Madagascar : La déclaration du président de la HAT du 12/05/10 adoptée comme mesure d'exception par le Chef du gouvernement du pouvoir de facto

Publié le par La Rédac'

Le 13 mai 2010, la Place du 13 Mai (Analakely, Antananarivo) fut sécurisée par les forces de l'ordre. Lors d'une interview, le Premier Ministre déclara qu'il ne laisserait plus que des manifestations se produisent nulle part afin que la Transition puisse exécuter la "Feuille de route" tracée par le Président de la HAT et que des mesures seront prises à l'encontre de tout contrevenant (interprétation).

A la connaissance du peuple et celle des défenseurs des Droits de l'homme, aucune loi d'exception n'est promulguée par quiconque.
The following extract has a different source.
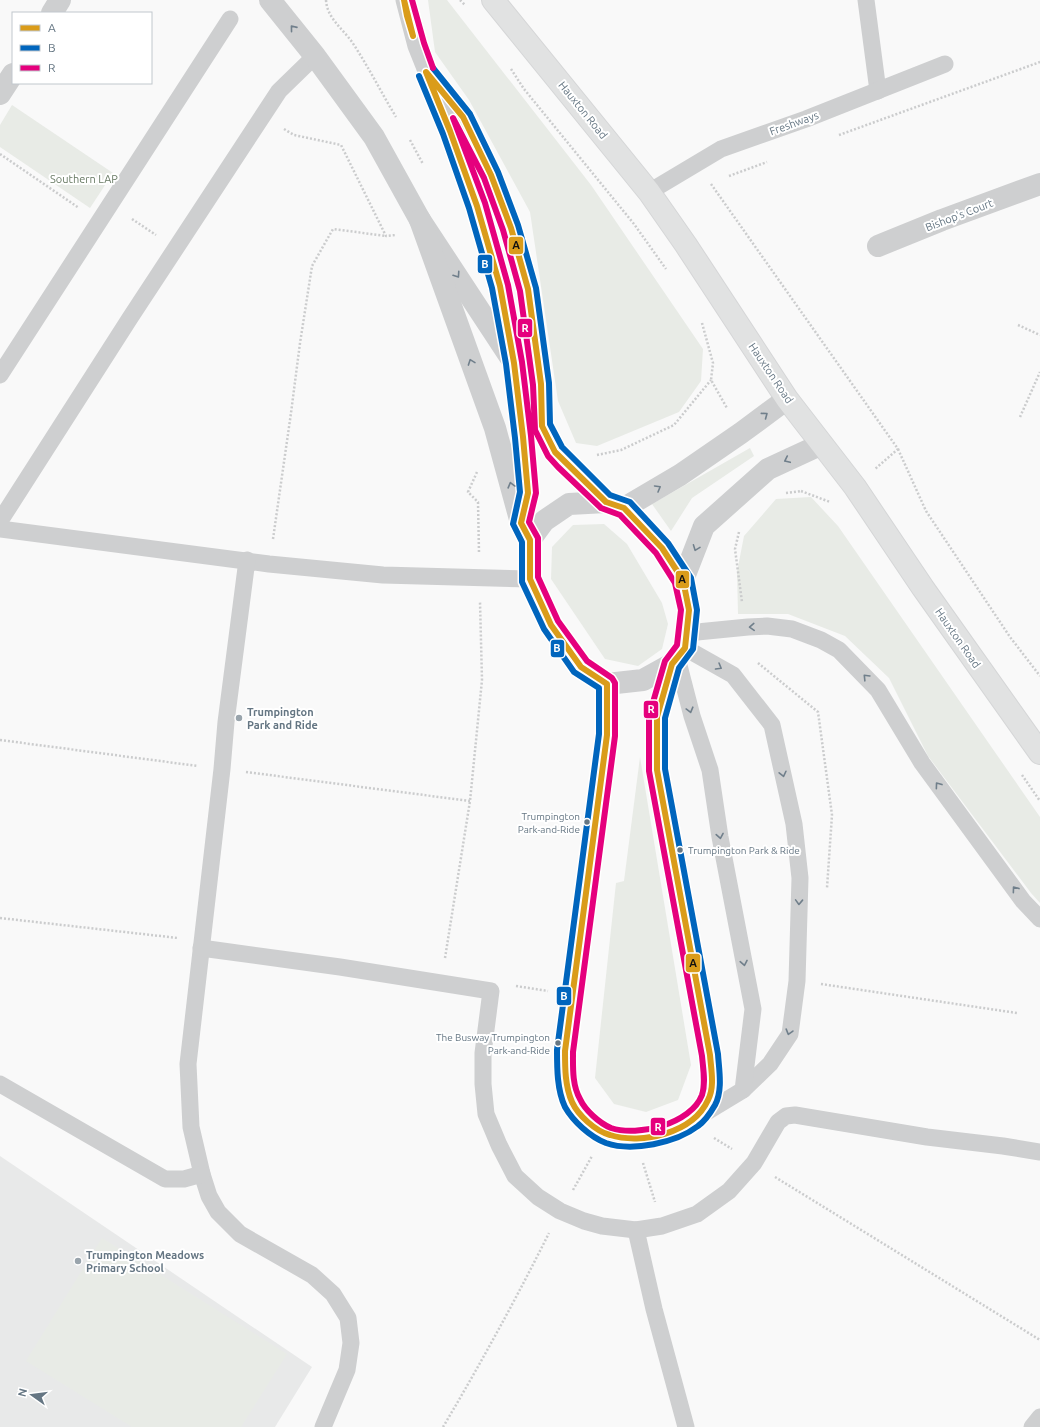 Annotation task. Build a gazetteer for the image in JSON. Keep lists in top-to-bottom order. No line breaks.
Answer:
{"streets":{"main road":["Hauxton Road"],"street":["Bishop's Court"],"lane":["Freshways"]},"crossings":[["Hauxton Road","Freshways"]],"parks":["Southern LAP"],"places":["Trumpington Park and Ride","Trumpington Park-and-Ride","Trumpington Park & Ride","The Busway Trumpington Park-and-Ride","Trumpington Meadows Primary School"],"lines":["transit line A","transit line R","transit line B"],"legend":["A","B","R"],"north":"left"}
Ainsi donc, l'AMPDHP ose dire qu'au rythme où le pouvoir en place veut conduire les affaires publiques, le "moment est grave" pour les droits et libertés fondamentaux et partant "la vie de la Nation". Pourquoi ?
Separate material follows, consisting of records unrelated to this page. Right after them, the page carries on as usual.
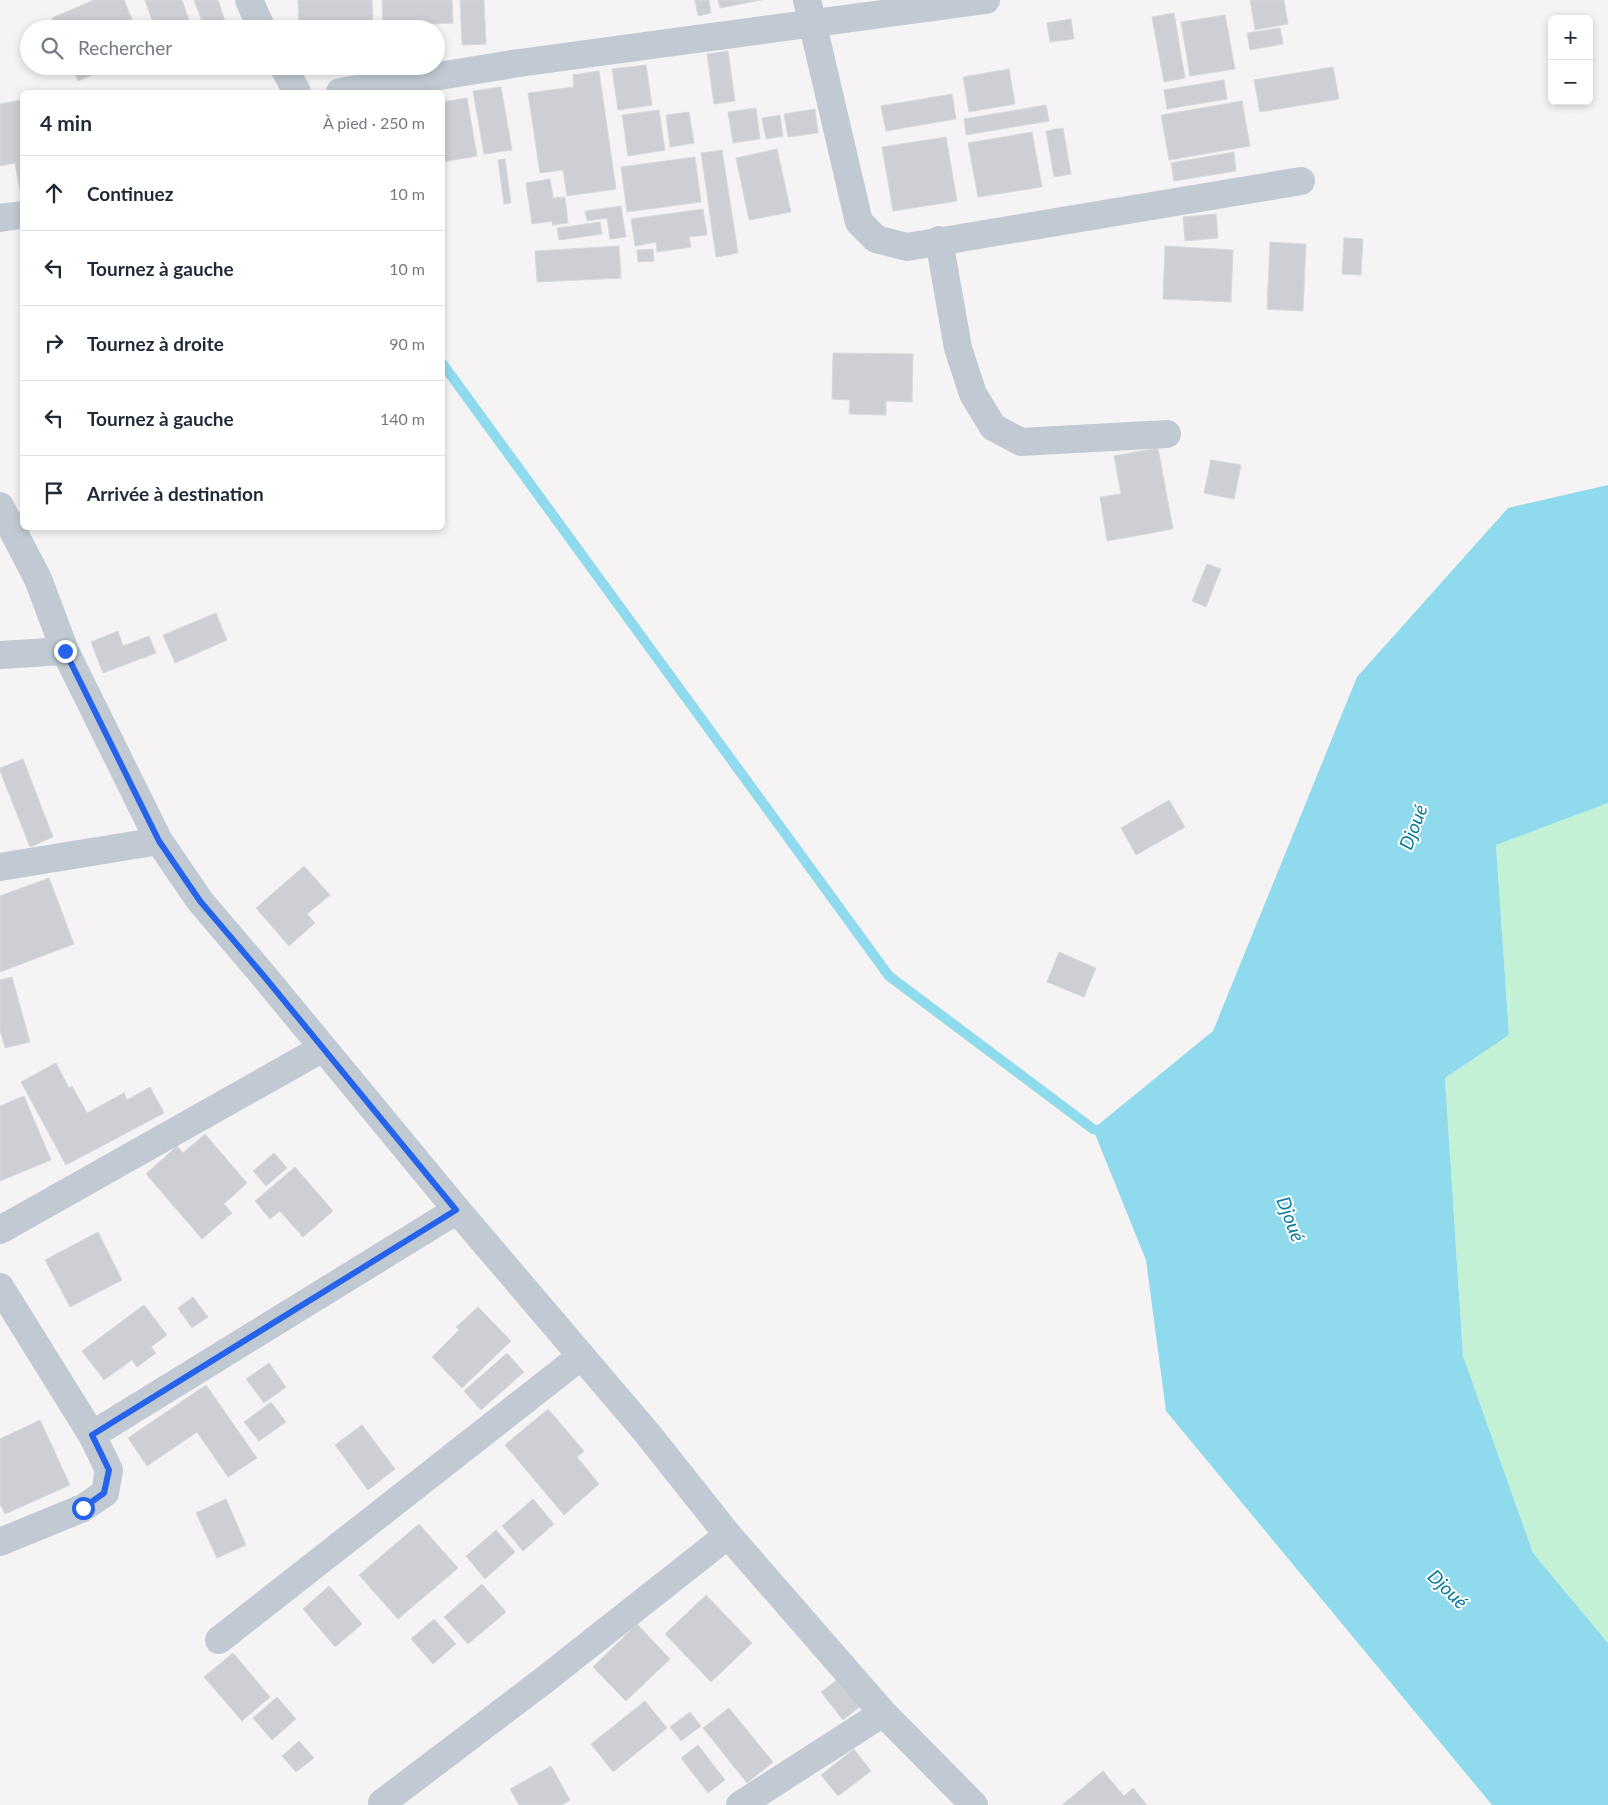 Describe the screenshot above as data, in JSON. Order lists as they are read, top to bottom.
{
  "water": ["Djoué"],
  "page": {
    "map_buttons": ["+", "−"],
    "search": "Rechercher",
    "heading": ["4 min", "À pied · 250 m"],
    "list": [
      ["Continuez", "10 m"],
      ["Tournez à gauche", "10 m"],
      ["Tournez à droite", "90 m"],
      ["Tournez à gauche", "140 m"],
      "Arrivée à destination"
    ]
  }
}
Parce que même au niveau de l'Assemblée générale des Nations Unies, une déclaration reste dans le domaine du "droit international coutumier" qui n'a pas force obligatoire donc n'a pas valeur contraignante.

Par parallélisme de forme, l'AMPDHP, dans son billet précédent, se demanda quelle partie de la "fameuse déclaration" permet au premier ministre de prendre des mesures à l'encontre de tout manifestant pacifique.

A plus forte raison, le Pacte international relatif aux droits civils et politiques est clair sur une situation d'exception dans un Etat partie (au pacte).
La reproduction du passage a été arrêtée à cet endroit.